I’ve spent years in sales, sales management, general management or CEO roles with a focus on law firms and corporate law departments. I’ve also worked on the buyer side leading business development efforts for a global law firm. Over the years I’ve made every sales mistake possible, and if I’ve missed any my team or my competition made up for it! Now, as part of my consulting practice I advise law firms and legal vendors on how to improve their business development and sales efforts. With this in mind, the ILTA 2009 conference team asked me to present a session for legal vendors on selling to law firms in a tough economy.
I’ve written previously that some of us have been fortunate beneficiaries of high demand for what we offer, and as a result we have generated successful results, even if our sales efforts are not particularly effective. As I walk the exhibit hall at legal technology conferences and trade shows, I see as many examples of poor salesmanship as I see of excellent consultative selling. So as I considered what to present, it occurred to me that a tough economy is a good time to get back to basics. Below is a brief list of back-to-basics sales techniques that every legal vendor should review and embrace. Savvy readers will note that I have previously offered some of these suggestions here or on Twitter.
1. Have an elevator script. And practice it. Don’t assume recognition of our brand equals intimate knowledge of our offering. If we can’t succinctly articulate what we offer, imagine the challenge our prospective client will have when explaining our offering to his decision makers.
2. Define our value proposition by what benefits we offer and what problems we solve, not by how we compare to the competition.
3. Focus on benefits, not features. Features are what our product does. Benefits answer the question, “So what?” Let’s seek to know what benefits the prospective client will derive from our offering. Also let’s seek to understand what it will cost her if she’s unable to meet this need.
4. Consultative selling involves asking questions so we can customize our offering to the prospect’s specific needs. We need to learn how to ask open-ended questions and actively listen to the responses. And let’s not start and stop with the tired, “What keeps you up at night?” We can be more creative than that. Plus, until we’ve developed rapport and credibility, the client won’t trust us enough to share their deepest, darkest fears, uncertainties and doubts.
5. Don’t lead with discounts. Ever. The only message we send is that our offering is a commodity differentiated primarily by price. We can always offer a discount later. Too many vendors create our own price wars by focusing on price too early in the conversation.

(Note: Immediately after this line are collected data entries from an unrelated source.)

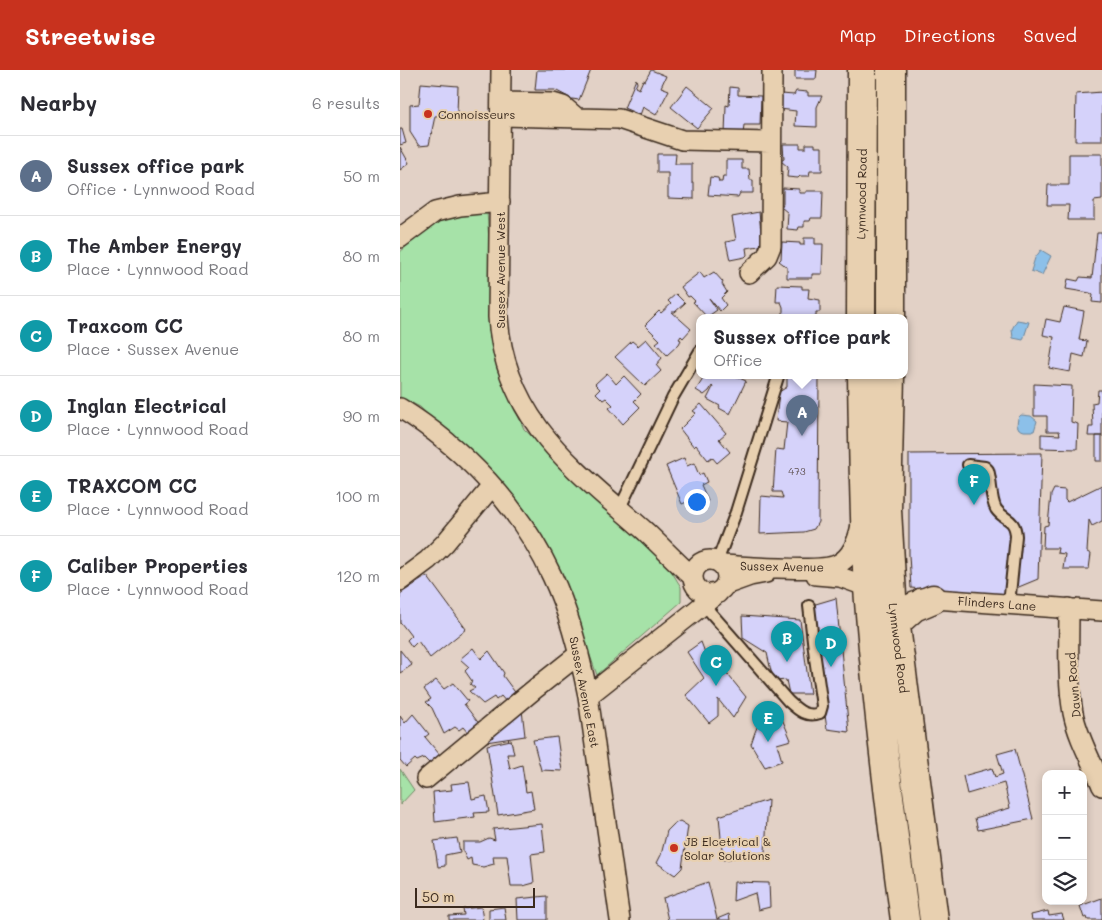 <!DOCTYPE html>
<meta charset="utf-8">
<style>
body{margin:0;font-family:Mali,sans-serif;background:#f2f2f3;color:#2b2b33}
.controls{position:absolute;right:15px;bottom:15px;display:grid;overflow:hidden;border-radius:10px;box-shadow:0 2px 8px #0003}
.controls button{width:45px;height:45px;display:grid;place-items:center;padding:0;border:0;border-bottom:1px solid #e1e1e2;background:#fff;color:#2b2b33;font:25px sans-serif}
.scale{position:absolute;left:15px;bottom:12px;width:120px;box-sizing:border-box;padding-left:5px;border:2px solid #3b2a1e;border-top:0;font-size:14px;line-height:18px;white-space:nowrap;color:#3b2a1e;-webkit-text-stroke:4px #e8d0b0;paint-order:stroke}
.you{position:absolute;left:296px;top:431px;width:18px;height:18px;margin:-12px;border:4px solid #fff;border-radius:50%;background:#1a73e8;box-shadow:0 0 0 8px #1a73e833}
.badge{display:grid;place-items:center;width:32px;height:32px;border-radius:50%;background:#c8321e;color:#fff;font-size:16px;font-weight:700}
.pin{position:absolute;translate:-50% -41px;filter:drop-shadow(0 1px 2px #0008)}
.pin::after{content:'';position:absolute;top:26px;width:18px;height:15px;background:inherit;clip-path:polygon(0 0,100% 0,50% 100%)}
.popup{position:absolute;left:296px;top:244px;width:212px;height:65px;box-sizing:border-box;display:grid;place-content:center;border-radius:10px;background:#fff;filter:drop-shadow(0 1px 4px #0005);font-size:16px;white-space:nowrap;color:#7c7c81}
.popup b{font-size:19px;color:#2b2b33}
.popup::after{content:'';position:absolute;left:50%;top:100%;margin-left:-10px;border:10px solid transparent;border-top-color:#fff}
.list{margin:0;padding:0;list-style:none}
h2{display:flex;justify-content:space-between;align-items:center;height:65px;margin:0;padding:0 20px;font-size:21px}
h2 small{font-size:16px;font-weight:400;color:#7c7c81}
.list li{display:grid;grid-template-columns:32px 1fr auto;gap:15px;align-items:center;box-sizing:border-box;height:80px;padding:0 20px;border-top:1px solid #e1e1e2}
.list b{display:block;font-size:19px;white-space:nowrap}
.list p{margin:0;font-size:16px;white-space:nowrap;color:#7c7c81}
.list em{font-size:16px;font-style:normal;color:#7c7c81}
.icon{flex:none;width:28px;height:28px;fill:none;stroke:currentColor;stroke-width:2;stroke-linecap:round;stroke-linejoin:round}
.map{position:relative;flex:none;width:702px;height:850px;overflow:hidden}
header{display:flex;align-items:center;gap:30px;box-sizing:border-box;height:70px;padding:0 25px;background:#c8321e;color:#fff}
header strong{font-size:24px}
nav{display:flex;gap:28px;margin-inline-start:auto;font-size:18px}
main{display:flex}
aside{flex:1;background:#fff}
.map>svg:first-child{display:block}
.green{fill:#a6e2a8;stroke:#708663}
.water{fill:#8cc0e9;stroke:#6c8498}
.building{fill:#d5d2fa;stroke:#3b2a1e}
.lines{fill:none;stroke-linecap:round;stroke-linejoin:round}
.lane-casing{stroke:#3b2a1e;stroke-width:14}
.street-casing{stroke:#3b2a1e;stroke-width:22}
.primary-casing{stroke:#3b2a1e;stroke-width:31}
.lane{stroke:#e8d0b0;stroke-width:10}
.street{stroke:#e8d0b0;stroke-width:19}
.primary{stroke:#e8d0b0;stroke-width:28}
.poi-dot{fill:#c8321e;stroke:#e8d0b0;stroke-width:2}
.labels{text-anchor:middle;dominant-baseline:central;stroke-width:4;stroke-linejoin:round;paint-order:stroke}
.number-label{font-size:10px;fill:#625455}
.poi-label{font-size:12px;fill:#3b2a1e;stroke:#e8d0b0;text-anchor:start}
.street-label{font-size:12px;fill:#3b2a1e;stroke:#e8d0b0}
</style>
<header>
<strong>Streetwise</strong>
<nav><a>Map</a><a>Directions</a><a>Saved</a></nav>
</header>
<main>
<aside>
<h2>Nearby<small>6 results</small></h2>
<ul class="list">
<li><span class="badge" style="background:#5c6f8a">A</span><div><b>Sussex office park</b><p>Office · Lynnwood Road</p></div><em>50 m</em></li>
<li><span class="badge" style="background:#0f9aa8">B</span><div><b>The Amber Energy</b><p>Place · Lynnwood Road</p></div><em>80 m</em></li>
<li><span class="badge" style="background:#0f9aa8">C</span><div><b>Traxcom CC</b><p>Place · Sussex Avenue</p></div><em>80 m</em></li>
<li><span class="badge" style="background:#0f9aa8">D</span><div><b>Inglan Electrical</b><p>Place · Lynnwood Road</p></div><em>90 m</em></li>
<li><span class="badge" style="background:#0f9aa8">E</span><div><b>TRAXCOM CC</b><p>Place · Lynnwood Road</p></div><em>100 m</em></li>
<li><span class="badge" style="background:#0f9aa8">F</span><div><b>Caliber Properties</b><p>Place · Lynnwood Road</p></div><em>120 m</em></li>
</ul>
</aside>
<div class="map">
<svg width="702" height="850" viewBox="0 0 702 850">
<rect width="100%" height="100%" fill="#e2d1c6"/>
<filter id="ink" filterUnits="userSpaceOnUse"><feTurbulence type="fractalNoise" baseFrequency=".02" numOctaves="2"/><feDisplacementMap in="SourceGraphic" scale="10" xChannelSelector="R" yChannelSelector="G"/><feConvolveMatrix kernelMatrix="1 2 1 2 8 2 1 2 1" color-interpolation-filters="sRGB"/></filter>
<g filter="url(#ink)">
<!-- green -->
<path class="green" d="M42,140L87,142L98,301L124,359L270,499L281,517V532L197,605L161,505L115,428L20,337L0,327V182L27,159Z
M0,699L14,720L0,735Z"/>
<!-- water -->
<path class="water" d="M641,180L651,186L642,205L631,201L635,188Z
M617,250L629,252L623,270L613,268L612,259Z
M621,345L631,346L637,351L634,361H624L619,359L617,355L618,348Z"/>
<!-- building -->
<path class="building" d="M137,0H191L179,30L172,29L155,20H135Z
M251,0L266,6L261,17L269,20L256,45L243,37L240,45L224,38L236,9L237,13L235,17L239,19L243,10L245,11Z
M395,0H417L416,9H395Z
M21,13L58,16L57,43L35,46L29,75L19,76L10,62V35L19,34Z
M287,16L314,38L297,58L271,37Z
M330,17L338,18V25L361,26L360,55H344L343,65H325L326,35L329,36Z
M396,21L408,22V26H422L417,37V57L395,56L396,41L380,39L381,24L394,25Z
M702,22V71H675L676,24Z
M0,59H2L6,73L0,75Z
M383,74H400V78H406V74H415V77H422V101H410L409,106H400L398,108L387,107L388,97L381,91L384,89Z
M0,77L9,93L0,100Z
M257,84H276L275,94H292V113H294V129L268,128V103H257Z
M669,84H702V130L694,131V150H668L669,135H647L648,115H669Z
M326,90H342V99H349L350,110H353V123H340L338,127L308,125L310,107L318,108L319,112H322L323,106H326Z
M383,118L399,119V123H406V121H423L422,148H411L410,151H404V157H399L398,160L387,159L388,143L381,137L383,134Z
M359,142L362,173L359,176L346,178L347,185L345,187L330,190L326,172L336,170L332,147Z
M697,163H702V233L692,232L693,225L690,223L666,219L668,209L678,211L680,207L692,208Z
M404,168H415V174H423L422,204H412V208H387V197L379,191L381,189L382,172L400,173V175H404Z
M300,202L304,208L314,202L323,212L322,214L327,222L321,228L326,235L320,241L309,228L317,240L307,247L293,232L295,231L290,226L288,227L281,217Z
M377,215L402,216V219H409L408,228L420,230V242H416V247H383V237L381,232H376Z
M276,224L285,233L275,242H272L291,259L283,268L281,266L279,269L281,270L279,274L267,285L256,273L260,270L245,255L259,241L261,243L271,234L268,231Z
M664,237L684,241L679,270L687,271L684,287L673,284L670,302L649,298L654,267L643,265L646,249L660,252Z
M246,269L262,288L256,295L261,301L245,316L215,287L232,271L238,276Z
M207,303L216,314L224,306L241,324L234,331L240,337L223,354L209,338L213,335L206,328L203,330L196,323L200,319L195,314Z
M302,305H333L346,311L330,344L319,338L320,336L307,329L313,317L312,316L309,321L304,325L296,320L303,309L301,307Z
M387,305H419L418,452L414,459L404,462L360,464L361,426L383,428L381,422H373L376,379L384,380L387,352L376,351L379,322L387,317Z
M634,314L672,316L671,352L678,354L677,379L641,378V364L660,365L659,361H647V346H634Z
M698,320H702V366H688L689,357H693L692,333L697,332Z
M301,334L326,363L319,369L330,382L317,393L312,387L308,390L296,375L294,377L280,359L296,343L293,341Z
M696,366H702V391H696Z
M642,383L638,509L597,526L511,518L509,485V384Z
M284,388L287,396L294,393L299,405L303,403L307,412L301,415L308,431L291,438L289,431L282,434L266,396Z
M702,415V451L692,456L689,450L687,482L691,484L689,499H663L665,484L657,483L658,478H643L644,456L648,455L651,425L654,419L665,420V430L667,432Z
M27,506L66,559L30,588L18,571L12,577L7,570L11,566L1,553L0,554V524Z
M436,528L449,662L427,659L409,536Z
M342,546L400,550L410,624H389L386,610L376,611L371,601L367,583L343,568Z
M301,572L309,593L316,590L346,627L333,648L318,629V646L309,653L286,625L304,608L287,582Z
M73,578L81,589L89,581L104,603L103,606L117,625L107,633L101,626L96,630L94,627L83,634L69,621L75,618L70,614L72,611L65,601L69,597L60,589Z
M0,580L12,595L0,603Z
M36,610L44,619L53,613L68,631L64,634L80,655L69,664L63,657L59,660L55,657L44,664L32,638L26,632L31,629L24,619Z
M122,640L125,666L86,672Z
M13,644L29,664L25,667L40,685L31,695L24,688L17,691L15,689L6,697L0,690V646L5,653Z
M380,644L391,670L377,674L382,691L365,697L351,674L355,662L361,648Z
M157,667L162,701L141,700L133,670Z
M111,670L114,684H107L110,699L122,695L126,722L131,721L134,739L98,745L87,675Z
M615,679L633,749L578,760L575,748L610,738L604,713L567,724L563,706L592,698L595,707L603,704L597,684Z
M69,712L72,729L86,726L89,742L74,743L75,747L35,752L33,722L52,720L51,714Z
M368,730L365,782L323,790L319,746Z
M280,751L288,756L282,798L275,805L257,793L261,785L267,761L274,754Z
M142,754L145,782L131,784L134,813L123,816H111L107,786H93L94,794L83,797L72,795L71,788L67,790L63,781V772H80L89,768L95,770L93,759Z
M57,768L60,782L45,785V796L38,797L34,771Z
M308,812L317,849L329,844L330,850H268L263,828Z
M334,812L369,813L370,837L358,840L355,823L333,831Z
M147,826V850H118L117,829Z
M702,828V850H688L687,847L684,848L680,836Z
M81,837L83,850H49V846L64,845L63,839Z
M104,837L106,850H89V839Z
M648,841L649,846L662,844L664,850H632L631,845Z"/>
<g class="lines">
<!-- lane casing -->
<g class="lane-casing">
<path id="lane" d="M568,395L585,397L588,400C592,412 590,428 596,439C604,451 615,447 616,466L609,534
M219,440L273,327L300,281
M317,492L336,442L378,307
M304,535L388,631C398,640 406,648 420,643L422,636L415,588L409,536"/>
</g>
<!-- street casing -->
<g class="street-casing">
<path id="street" d="M101,0L98,247C105,351 175,399 246,462C262,477 277,493 293,507
M101,32L153,33L163,36L177,48
M100,46L219,49L282,70L371,72
M0,168L35,142L60,136L100,132
M349,203L367,186L371,176L372,0
M0,338C64,378 120,437 152,506C170,544 180,585 188,626L220,850
M293 507a17 17 0 1 1 34 0a17 17 0 1 1-34 0Z
M322,495C344,496 422,503 438,494C452,487 458,470 461,455
M416,505L440,507L468,517
M0,511L28,490L45,473L92,416
M325,515L350,506L366,503
M521,528L702,541
M669,538C669,573 667,609 673,643C678,668 692,692 702,716
M188,626L318,523
M26,709L136,618L179,584"/>
</g>
<!-- primary casing -->
<g class="primary-casing">
<path id="primary" d="M461,247L462,0
M491,247V0
M462,305C463,376 464,447 468,518C476,629 490,740 505,850
M490,305L487,440L492,526L534,850
M496,553L514,537L533,529"/>
</g>
<!-- lane -->
<use href="#lane" class="lane"/>
<!-- street -->
<use href="#street" class="street"/>
<!-- primary -->
<use href="#primary" class="primary"/>
</g>
</g>
<!-- markers -->
<g class="poi-dot">
<circle cx="28" cy="44" r="5"/>
<circle cx="274" cy="778" r="5"/>
</g>
<g class="labels">
<!-- number labels -->
<g class="number-label">
<text x="397" y="401">473</text>
</g>
<!-- poi labels -->
<g class="poi-label">
<text x="38" y="44">Connoisseurs</text>
<text x="284" y="771">JB Elcetrical &amp;<tspan x="284" dy="14">Solar Solutions</tspan></text>
</g>
<!-- street labels -->
<g class="street-label">
<text transform="translate(461 124) rotate(-89)">Lynnwood Road</text>
<text transform="translate(100 200) rotate(-90)">Sussex Avenue West</text>
<text transform="translate(382 496) rotate(1)">Sussex Avenue</text>
<text transform="translate(597 533) rotate(4)">Flinders Lane</text>
<text transform="translate(499 578) rotate(83)">Lynnwood Road</text>
<text transform="translate(673 615) rotate(-95)">Dawn Road</text>
<text transform="translate(185 622) rotate(79)">Sussex Avenue East</text>
</g>
</g>
</svg>
<div class="controls">
<button>+</button>
<button>−</button>
<button><svg class="icon" aria-label="layers" viewBox="0 0 24 24"><path d="M12 4l9 5-9 5-9-5zM3 14l9 5 9-5"/></svg></button>
</div>
<div class="scale">50 m</div>
<div class="you"></div>
<div class="pin badge" style="left:402px;top:366px;background:#5c6f8a">A</div>
<div class="popup"><b>Sussex office park</b>Office</div>
<div class="pin badge" style="left:387px;top:592px;background:#0f9aa8">B</div>
<div class="pin badge" style="left:316px;top:616px;background:#0f9aa8">C</div>
<div class="pin badge" style="left:431px;top:597px;background:#0f9aa8">D</div>
<div class="pin badge" style="left:368px;top:672px;background:#0f9aa8">E</div>
<div class="pin badge" style="left:574px;top:435px;background:#0f9aa8">F</div>
</div>
</main>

6. Seek to understand the prospective client’s total cost of ownership. What other costs will he incur for implementation, retraining, configuration, etc.? What savings will he experience in reduced maintenance, faster throughput, less downtime? Let’s position our product in context of the total cost, not as a stand-alone item.
7. If you promise to follow up, then follow up. Every salesperson promises to call, but few do. Seriously. Many of us use avoidance actions like sending emails, letters, and now Twitter DMs, but nothing replaces a live conversation with a prospect.
8. If you rearrange the letters in persistence, you get sincere pest. Persistence is a desirable trait, but let’s not become annoying. Each prospect may require a different approach – some want a call back but are busy; some truly delegate decisions to subordinates; some really are avoiding us. Learn to tell the difference. Knowing when to walk away is not just good business sense, it’s also good for the ego. Yes, we may let one slip away, but generally speaking the opportunity cost of endlessly chasing everyone outweighs the benefits.
9. A sales manager known to be a “savior” is often more trouble than he’s worth. If you have to personally close every sale, then let’s save money and get rid of the salespeople. Or let’s get rid of the sales manager and find one who can train people how to properly sell. And there’s nothing worse for morale than a sales manager who swoops in at the last moment to seal the deal by including a discount that the salesperson isn’t authorized to offer. We don’t need a sales manager for this; someone less expensive in Accounting can perform this role.
10. Memorize this phrase: “I don’t know but I’ll find out.” This is a salesperson’s best friend. A salesperson who believes that she must invent an answer when she doesn’t know the answer merely perpetuates the myth that salespeople are ill-informed hucksters. We demonstrate credibility by promising to find the correct answer – and this also gives us a valid reason to follow up with the prospect.